Android media players - a bag of hurt?
By Adam TURNER
Dumping Android on a tiny set-top box is far from lounge room nerdvana.
Nixeus' Fusion XS Android media player
Say what you will about Apple's oft-maligned Apple TV, but at least the boffins at Cupertino care about usability. If you're a glutton for punishment, try fighting with Android 2.2 on Kogan's Agora Smart TV box or Nixeus' Fusion XS. Interesting concept. Painful execution.
Of course this is the joy of Android. Google doesn't rule the ecosystem with an iron fist, so anyone can install Android on anything. Whether it's a good idea or not. Even if features are removed or crippled. Even if the user experience is like being stabbed slowly in the eye with a broken pencil. A pencil that's been dipped in lemon juice. And is on fire.
Don't mistake this for Android bashing, I'm quite fond of Android when it's well implemented. But considering how many slick media players are on the market, from a wide range of vendors, only the most determined Android fanboy would tolerate such a device in their lounge room. What's really interesting is that even Google's official lounge room gadget, the Android-powered Google TV, initially received mixed reviews along the lines of "an incomplete jumble of good ideas only half-realized".

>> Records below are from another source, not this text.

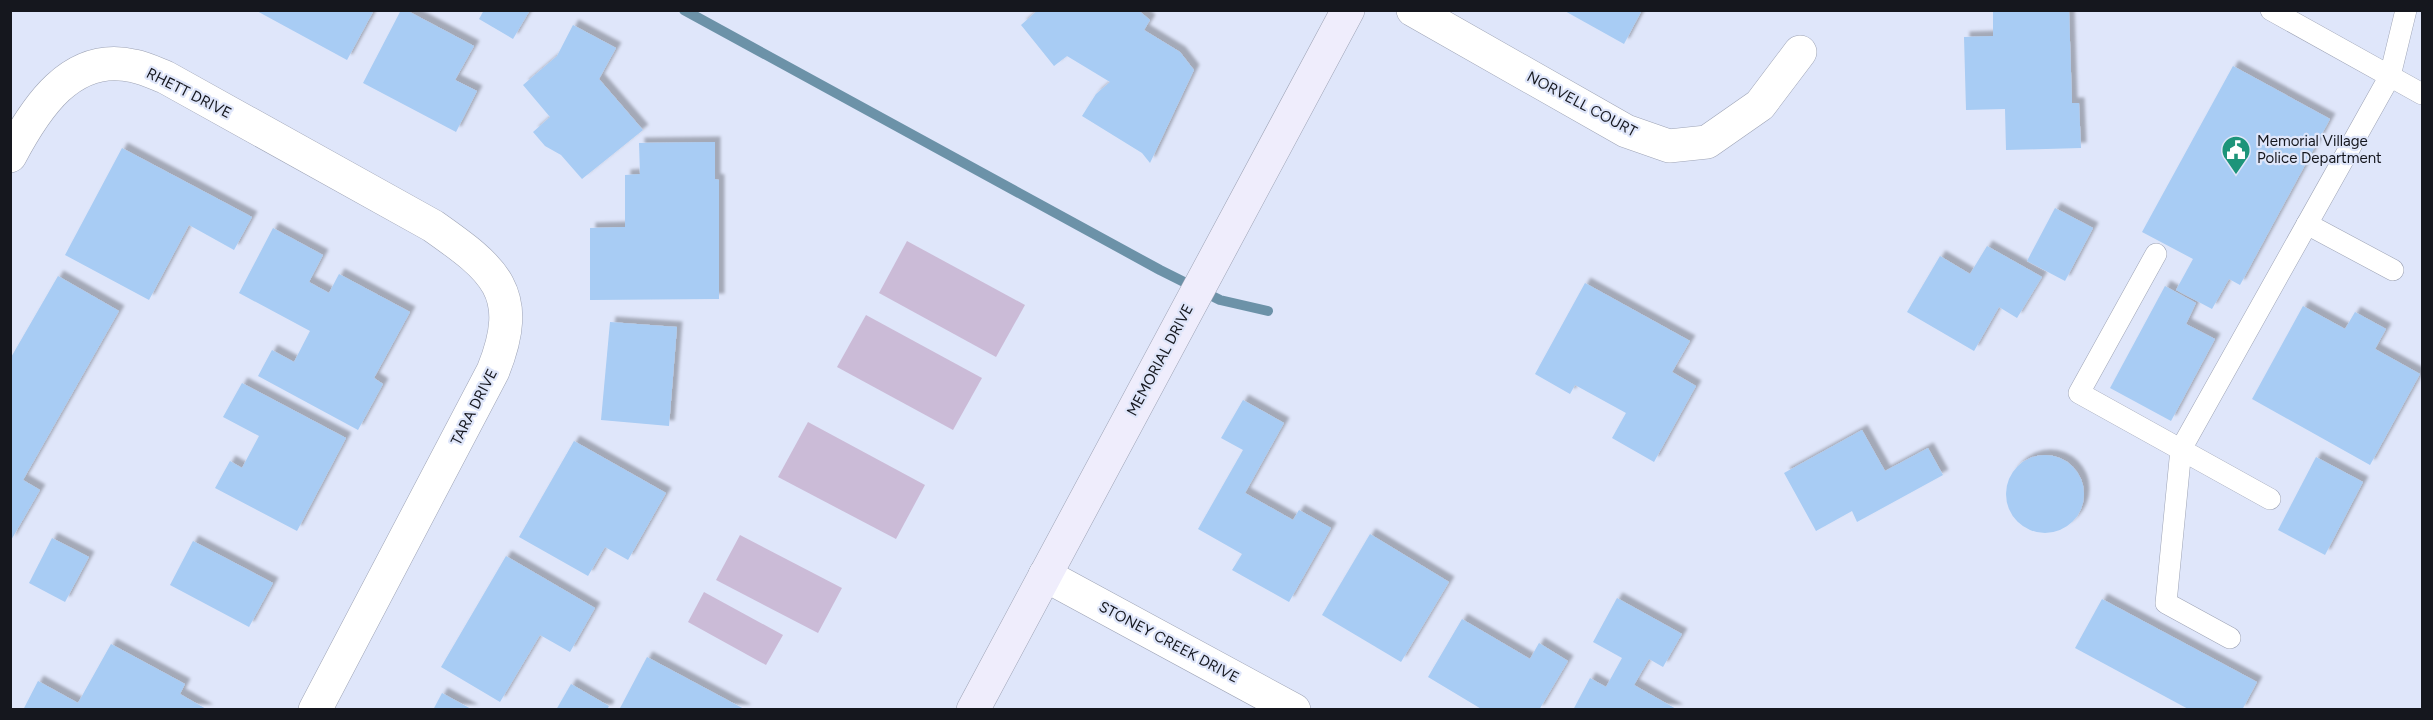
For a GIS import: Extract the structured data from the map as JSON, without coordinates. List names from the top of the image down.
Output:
{
  "streets": {
    "street": [
      "RHETT DRIVE",
      "NORVELL COURT",
      "MEMORIAL DRIVE",
      "TARA DRIVE",
      "STONEY CREEK DRIVE"
    ]
  },
  "crossings": [
    ["RHETT DRIVE", "TARA DRIVE"],
    ["MEMORIAL DRIVE", "STONEY CREEK DRIVE"]
  ],
  "places": {
    "public building": ["Memorial Village Police Department"]
  }
}
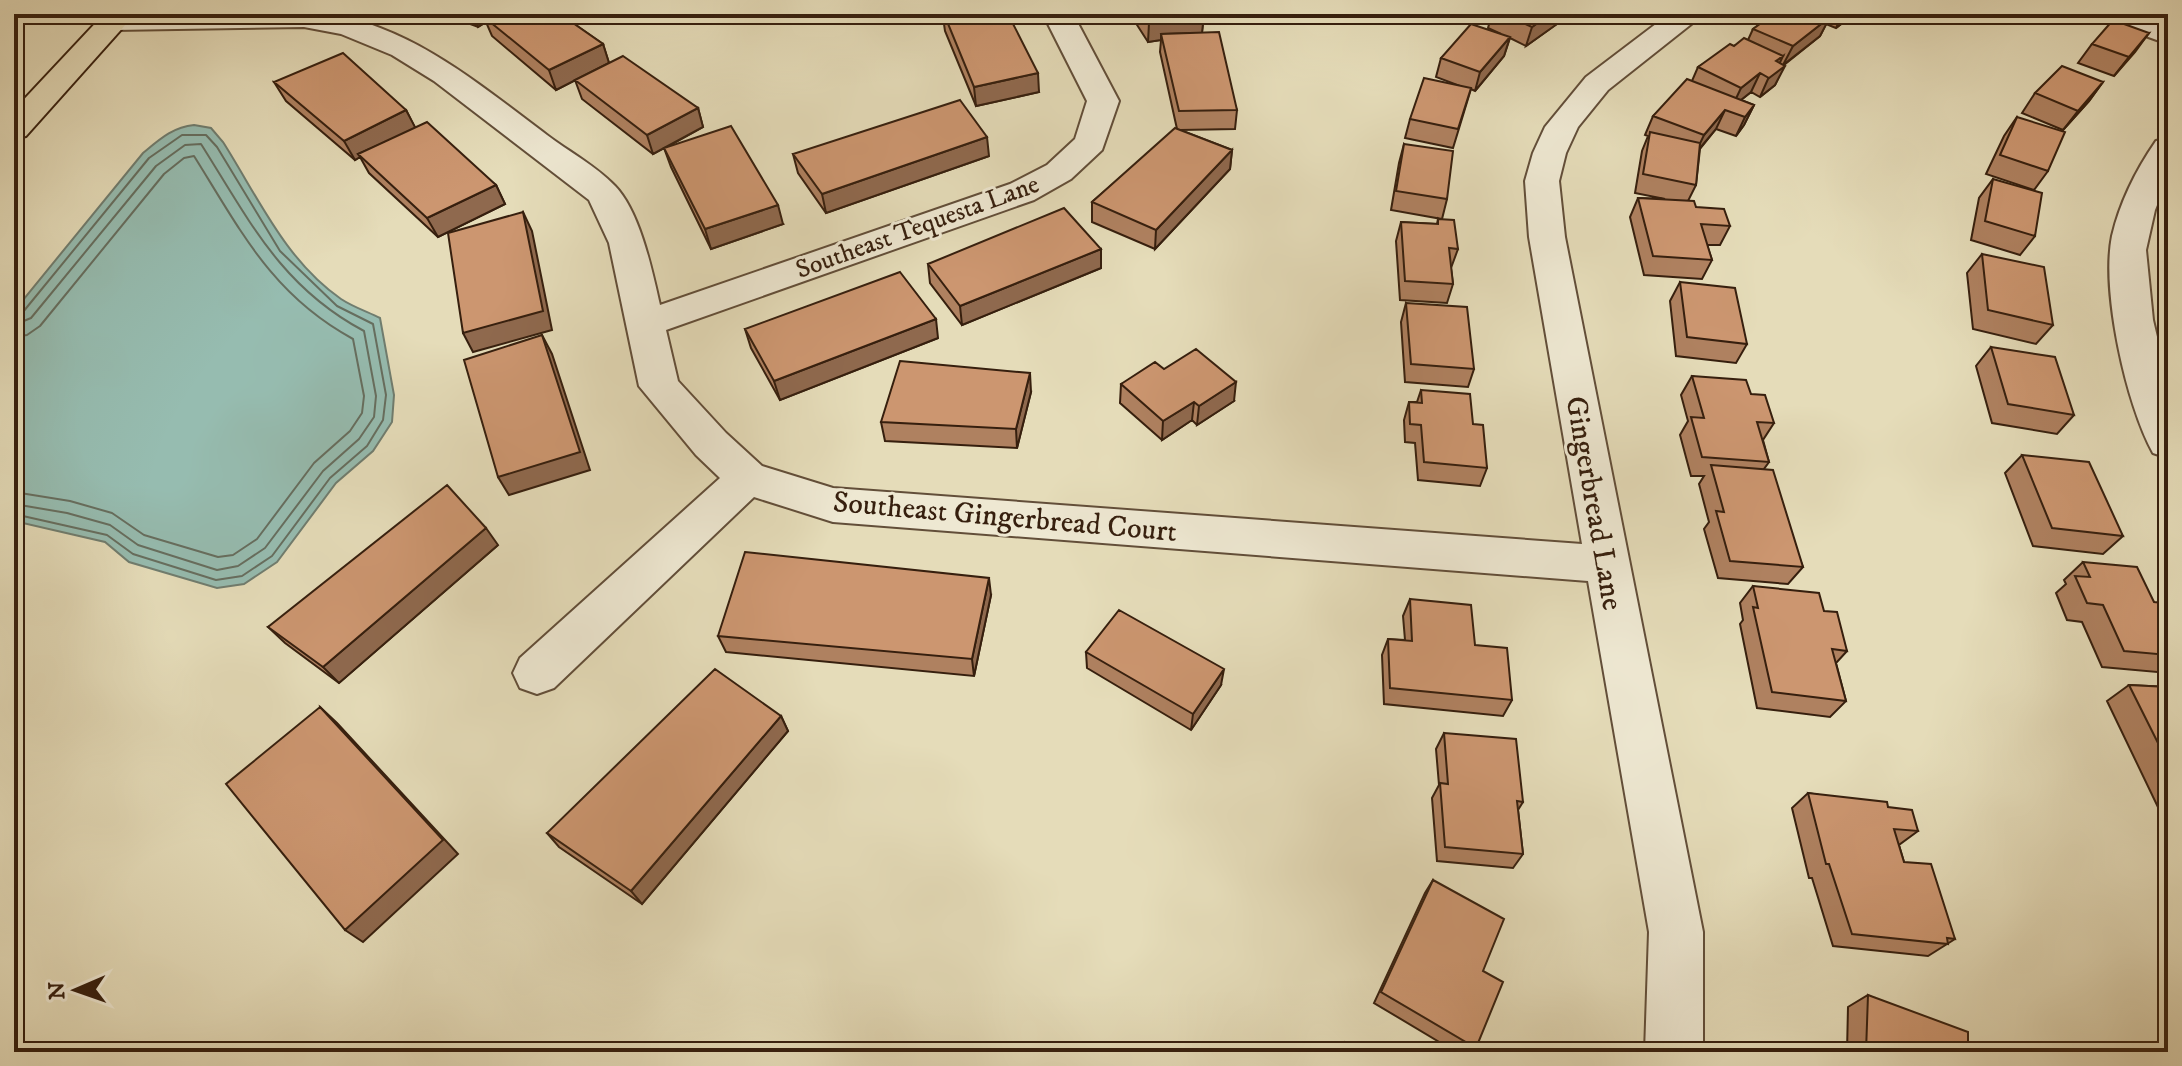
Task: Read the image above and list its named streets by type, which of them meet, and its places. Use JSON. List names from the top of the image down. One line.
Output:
{"streets":{"street":["Southeast Tequesta Lane","Gingerbread Lane","Southeast Gingerbread Court"]},"crossings":[["Southeast Tequesta Lane","Southeast Gingerbread Court"],["Gingerbread Lane","Southeast Gingerbread Court"]],"north":"left"}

Google TV stumbled last year but the online giant is trying again with Google TV 2.0 powered by Android 3.1 "Honeycomb", although it remains to be seen whether it makes it to Australia this year. While Honeycomb is a step in the right direction, Android is not the problem. The problem is that some vendors seem to think you can transplant Android into anything, with little concern as to whether the patient actually survives. If Google wants to get a foothold in the lounge room, interface developers need to get away from their desks and spend more time on the couch.